Data to examine START

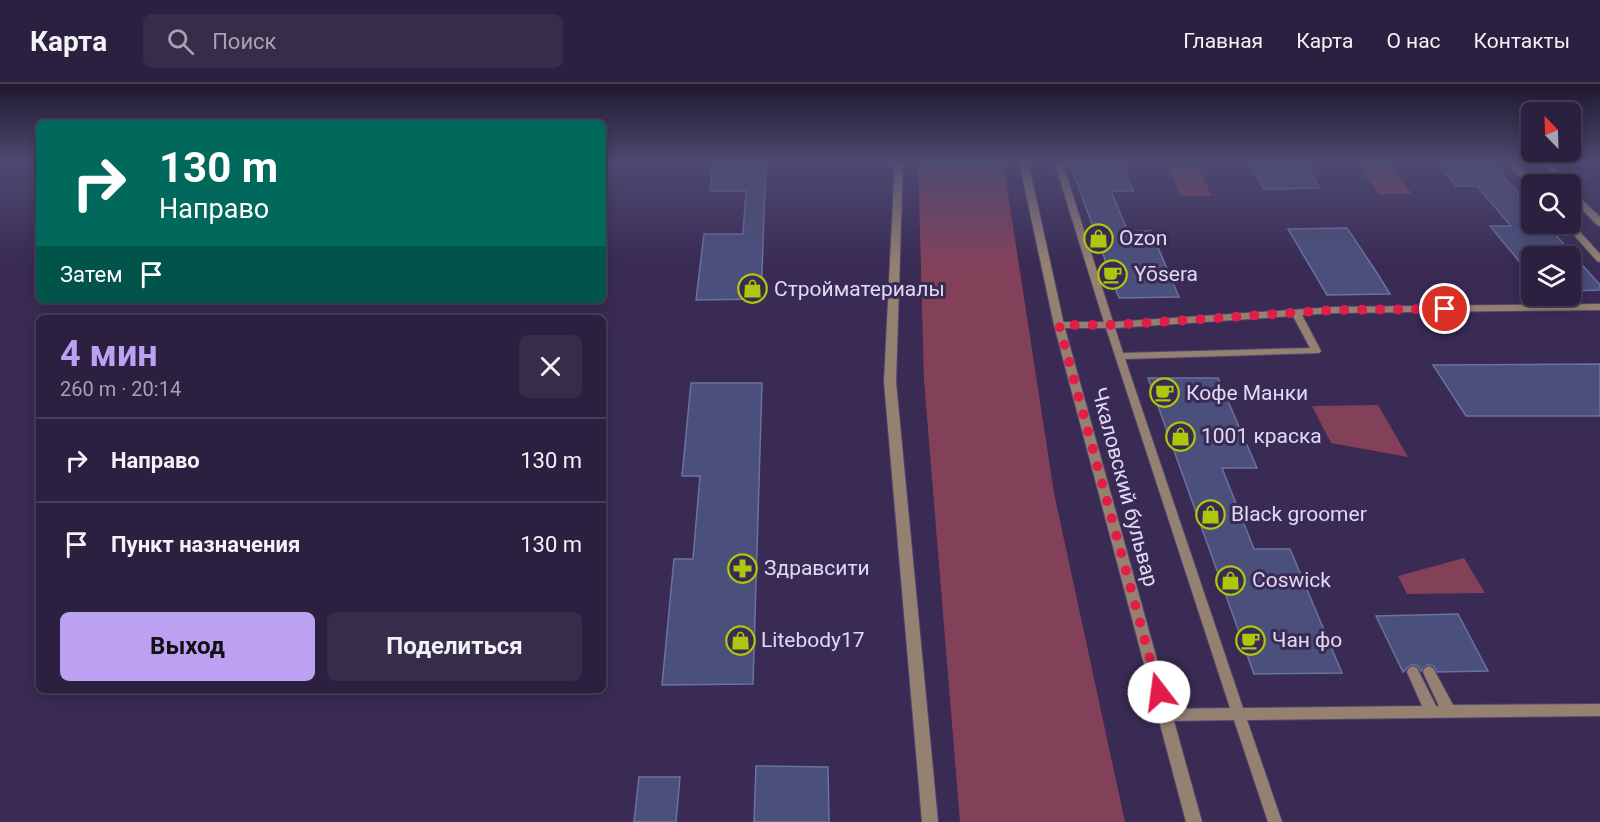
<!DOCTYPE html>
<html lang="ru">
<meta charset="utf-8">
<style>
body{margin:0;font-family:Roboto,sans-serif;background:#372d4a;color:#f1f3f6;height:100vh;display:flex;flex-direction:column;font-size:22px;white-space:nowrap}
*{box-sizing:border-box;margin:0}
p{font-size:20px;color:#a6a3b0}
.icon{flex:none;width:33px;height:33px;fill:none;stroke:currentColor;stroke-width:2;stroke-linecap:round;stroke-linejoin:round}
.map{position:relative;flex:1;overflow:hidden}
.panel{position:absolute;left:36px;top:231px;width:570px;height:378px;display:flex;flex-direction:column;background:#2b203f;border-radius:9px;box-shadow:0 3px 15px #0003,0 0 0 2px #473e59}
.panel>*{flex:none}
.guide{position:absolute;left:36px;top:36px;width:570px;height:183px;border-radius:9px;box-shadow:0 3px 15px #0003,0 0 0 2px #473e59;background:#00695c;color:#fff;overflow:hidden}
.needle{width:39px;rotate:337deg}
.controls{position:absolute;left:1521px;top:18px;display:grid;gap:12px}
.controls a{display:grid;place-items:center;width:60px;height:60px;border-radius:9px;background:#2b203f;box-shadow:0 3px 15px #0003,0 0 0 2px #473e59;font-size:30px}
.pin{position:absolute;display:grid;place-items:center;width:51px;height:51px;color:#fff;margin:-26px;border:3px solid #fff;border-radius:50%;box-shadow:0 2px 6px #0007}
.me{position:absolute;width:66px;margin:-33px;rotate:345deg;stroke-linejoin:round;filter:drop-shadow(0 0 4px #0008)}
.turn{display:flex;align-items:center;gap:21px;height:126px;padding:0 24px;font-size:27px}
.turn .icon{width:78px;height:78px;stroke-width:2.5}
.turn b{display:block;font-size:42px;line-height:51px}
.then{display:flex;align-items:center;height:57px;padding:0 24px;background:#0003;gap:12px;font-size:22px}
.round{display:grid;place-items:center;flex:none;width:63px;height:63px;border-radius:9px;background:#372d4a}
.overview{display:flex;align-items:center;justify-content:space-between;height:102px;padding:0 24px}
h1{font-size:36px;font-weight:700;line-height:45px;color:#bca0f2}
.cta{display:flex;gap:12px;margin-top:auto;padding:12px 24px}
.cta a{flex:1;height:69px;border-radius:9px;background:#bca0f2;color:#111;font-size:24px;font-weight:700;line-height:69px;text-align:center}
.cta a+a{background:#372d4a;color:#f1f3f6}
ul{padding:0;list-style:none}
li{display:flex;align-items:center;gap:18px;height:84px;padding:0 24px;border-top:2px solid #473e59}
li div{flex:1}
li b{display:block;font-size:22px}
li em{font-style:normal}
header{display:flex;align-items:center;gap:36px;box-sizing:border-box;height:84px;padding:0 30px;background:#2b203f;border-bottom:2px solid #473e59}
header strong{font-size:28px}
nav{display:flex;gap:33px;margin-inline-start:auto;font-size:21px}
.search{width:420px;height:54px;background:#372d4a;display:flex;align-items:center;gap:15px;box-sizing:border-box;padding:0 21px;border-radius:9px;color:#a6a3b0;font-size:22px}
.map>svg:first-child{display:block}
</style>
<header>
<strong>Карта</strong>
<div class="search"><svg class="icon" aria-label="search" viewBox="0 0 24 24"><circle cx="10" cy="10" r="6"/><path d="M15 15l6 6"/></svg>Поиск</div>
<nav><a>Главная</a><a>Карта</a><a>О нас</a><a>Контакты</a></nav>
</header>
<div class="map">
<svg width="1600" height="738" viewBox="0 0 1600 738">
<rect width="100%" height="100%" fill="#392b54"/>
<!-- green -->
<g fill="#834159">
<polygon points="1003,77 1054,409 1125,738 960,738 924,296 918,77"/>
<polygon points="1390,81 1412,110 1379,110 1358,82"/>
<polygon points="1168,84 1198,85 1212,112 1180,112"/>
<polygon points="1378,321 1408,373 1331,359 1312,322"/>
<polygon points="1464,474 1485,509 1407,510 1398,492"/>
</g>
<!-- building -->
<g fill="#4a4f7b" stroke="#6c72a0" stroke-width="1.5">
<polygon points="713,77 766,77 761,215 696,216 704,150 743,150 746,107 710,107"/>
<polygon points="1069,77 1121,77 1133,107 1111,107 1128,148 1151,147 1179,213 1119,214"/>
<polygon points="1248,77 1303,77 1320,104 1264,105"/>
<polygon points="1436,77 1490,77 1532,124 1532,140 1546,140 1600,201 1600,206 1570,207 1570,172 1532,172 1532,193 1490,142 1511,142 1477,102 1456,102"/>
<polygon points="1347,144 1377,189 1390,210 1327,211 1288,145"/>
<polygon points="1600,280 1600,332 1466,332 1433,281"/>
<polygon points="1148,294 1218,294 1257,384 1222,384 1254,465 1290,465 1342,589 1254,590"/>
<polygon points="691,299 762,299 753,600 662,601 674,475 693,475 700,392 682,392"/>
<polygon points="1458,530 1488,587 1437,588 1434,582 1428,580 1421,587 1418,582 1412,580 1403,588 1376,532"/>
<polygon points="756,682 828,683 829,738 754,738"/>
<polygon points="639,693 680,693 676,738 634,738"/>
</g>
<g fill="none" stroke-linecap="round" stroke-linejoin="round">
<defs>
<g id="lane">
<path d="M1054 77H1062L1113 238 1335 223 1600 220V226L1335 229 1302 231 1321 267 1319 269 1125 275 1243 624 1422 622 1407 588 1409 584 1413 582 1417 584 1436 622H1439L1423 588 1425 584 1429 582 1433 584 1453 621 1600 620V632L1247 636 1282 738H1268L1234 636 1165 637 1160 635 1158 631 1160 627 1165 625 1230 624 1106 244H1059L1054 241 1059 238H1104ZM1293 232 1310 264 1123 269 1115 244Z"/>
<polygon points="1506,77 1515,77 1536,100 1532,100 1532,103 1529,103"/>
<polygon points="1571,138 1600,170 1600,178 1597,177 1564,140"/>
</g>
<g id="street">
<polygon points="895,77 903,77 896,298 938,738 922,738 884,298"/>
<polygon points="1019,77 1028,77 1064,241 1202,738 1186,738 1054,241"/>
<polygon points="1540,77 1549,77 1569,100 1561,100"/>
<polygon points="1570,104 1600,133 1600,142 1597,141 1570,113"/>
</g>
</defs>
<!-- lane casing -->
<use href="#lane" stroke="#54476d" stroke-width="2"/>
<!-- street casing -->
<use href="#street" stroke="#54476d" stroke-width="2"/>
<!-- lane -->
<use href="#lane" fill="#958172" fill-rule="evenodd"/>
<!-- street -->
<use href="#street" fill="#958172" fill-rule="evenodd"/>
</g>
<!-- sky -->
<linearGradient id="sky" x2="0" y2="1"><stop stop-color="#1f182e"/><stop offset="0.43" stop-color="#4e4a72"/><stop offset="1" stop-color="#4e4a72" stop-opacity="0"/></linearGradient>
<rect width="1600" height="181" fill="url(#sky)"/>
<g fill="none" stroke-linecap="round" stroke-linejoin="round">
<!-- route -->
<polyline stroke="#e11d48" stroke-width="10" stroke-dasharray="0 18" points="1159,608 1059,241 1115,241 1335,226 1445,225"/>
</g>
<!-- icons -->
<defs>
<symbol id="shop-ring" viewBox="-11 -11 22 22"><circle r="9.5" fill="#392b54" stroke="#adc60e" stroke-width="1.5"/><path d="M-5-2.5h2.3a2.7 3.5 0 0 1 5.4 0H5L5.5 6h-11ZM-1.5-2.5h3a1.5 2.3 0 0 0-3 0Z" fill="#adc60e"/></symbol>
<symbol id="cafe-ring" viewBox="-11 -11 22 22"><circle r="9.5" fill="#392b54" stroke="#adc60e" stroke-width="1.5"/><path d="M-5.5-4.5H6V0H3Q3 3.5 0 3.5H-2.5Q-5.5 3.5-5.5 0ZM3-3.2v2h1.7v-2ZM-6 4.5H4V6H-6Z" fill="#adc60e"/></symbol>
<symbol id="pharmacy-ring" viewBox="-11 -11 22 22"><circle r="9.5" fill="#392b54" stroke="#adc60e" stroke-width="1.5"/><path d="M-2-6h4v4h4v4h-4v4h-4v-4h-4v-4h4Z" fill="#adc60e"/></symbol>
</defs>
<g fill-rule="evenodd">
<use href="#shop-ring" x="1082" y="138" width="33" height="33"/>
<use href="#cafe-ring" x="1096" y="174" width="33" height="33"/>
<use href="#shop-ring" x="736" y="188" width="33" height="33"/>
<use href="#cafe-ring" x="1148" y="292" width="33" height="33"/>
<use href="#shop-ring" x="1164" y="336" width="33" height="33"/>
<use href="#shop-ring" x="1194" y="414" width="33" height="33"/>
<use href="#pharmacy-ring" x="726" y="468" width="33" height="33"/>
<use href="#shop-ring" x="1214" y="480" width="33" height="33"/>
<use href="#shop-ring" x="724" y="540" width="33" height="33"/>
<use href="#cafe-ring" x="1234" y="540" width="33" height="33"/>
</g>
<g text-anchor="middle" dominant-baseline="central" stroke-width="6" stroke-linejoin="round" paint-order="stroke">
<!-- poi labels -->
<g font-size="21" fill="#e0d9f3" stroke="#392b54" text-anchor="start">
<text x="1119" y="154">Ozon</text>
<text x="1134" y="190">Yōsera</text>
<text x="774" y="205">Стройматериалы</text>
<text x="1186" y="309">Кофе Манки</text>
<text x="1201" y="352">1001 краска</text>
<text x="1231" y="430">Black groomer</text>
<text x="764" y="484">Здравсити</text>
<text x="1252" y="496">Coswick</text>
<text x="761" y="556">Litebody17</text>
<text x="1272" y="556">Чан фо</text>
</g>
<!-- street labels -->
<g font-size="21" fill="#e0d9f3" stroke="#392b54">
<text transform="translate(1125 403) rotate(75)">Чкаловский бульвар</text>
</g>
</g>
</svg>
<div class="controls">
<a><svg class="needle" viewBox="-14 -14 28 28"><path d="M0-13l5 13h-10z" fill="#e53935"/><path d="M0 13l5-13h-10z" fill="#a6a3b0"/></svg></a>
<a><svg class="icon" aria-label="search" viewBox="0 0 24 24"><circle cx="10" cy="10" r="6"/><path d="M15 15l6 6"/></svg></a>
<a><svg class="icon" aria-label="layers" viewBox="0 0 24 24"><path d="M12 4l9 5-9 5-9-5zM3 14l9 5 9-5"/></svg></a>
</div>
<div class="pin" style="left:1445px;top:225px;background:#d93025"><svg class="icon" aria-label="arrive" viewBox="0 0 24 24"><path d="M6 21V4h12l-3 4 3 4H6"/></svg></div>
<svg class="me" style="left:1159px;top:608px" viewBox="-20 -20 40 40"><circle r="19" fill="#fff"/><path d="M0-13L10 11 0 6-10 11z" fill="#e11d48"/></svg>
<div class="guide">
<div class="turn"><svg class="icon" aria-label="right" viewBox="0 0 24 24"><path d="M7 20v-9h11M14 6l5 5-5 5"/></svg><div><b>130 m</b>Направо</div></div>
<div class="then">Затем<svg class="icon" aria-label="arrive" viewBox="0 0 24 24"><path d="M6 21V4h12l-3 4 3 4H6"/></svg></div>
</div>
<section class="panel">
<div class="overview"><div><h1>4 мин</h1><p>260 m · 20:14</p></div><a class="round"><svg class="icon" aria-label="close" viewBox="0 0 24 24"><path d="M6 6l12 12M18 6L6 18"/></svg></a></div>
<ul>
<li><svg class="icon" aria-label="right" viewBox="0 0 24 24"><path d="M7 20v-9h11M14 6l5 5-5 5"/></svg><div><b>Направо</b></div><em>130 m</em></li>
<li><svg class="icon" aria-label="arrive" viewBox="0 0 24 24"><path d="M6 21V4h12l-3 4 3 4H6"/></svg><div><b>Пункт назначения</b></div><em>130 m</em></li>
</ul>
<div class="cta"><a>Выход</a><a>Поделиться</a></div>
</section>
</div>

Data to examine END

**About this exercise**
Count up the lines above that include the string "cafe" and report nothing but that number.

**Output below**
4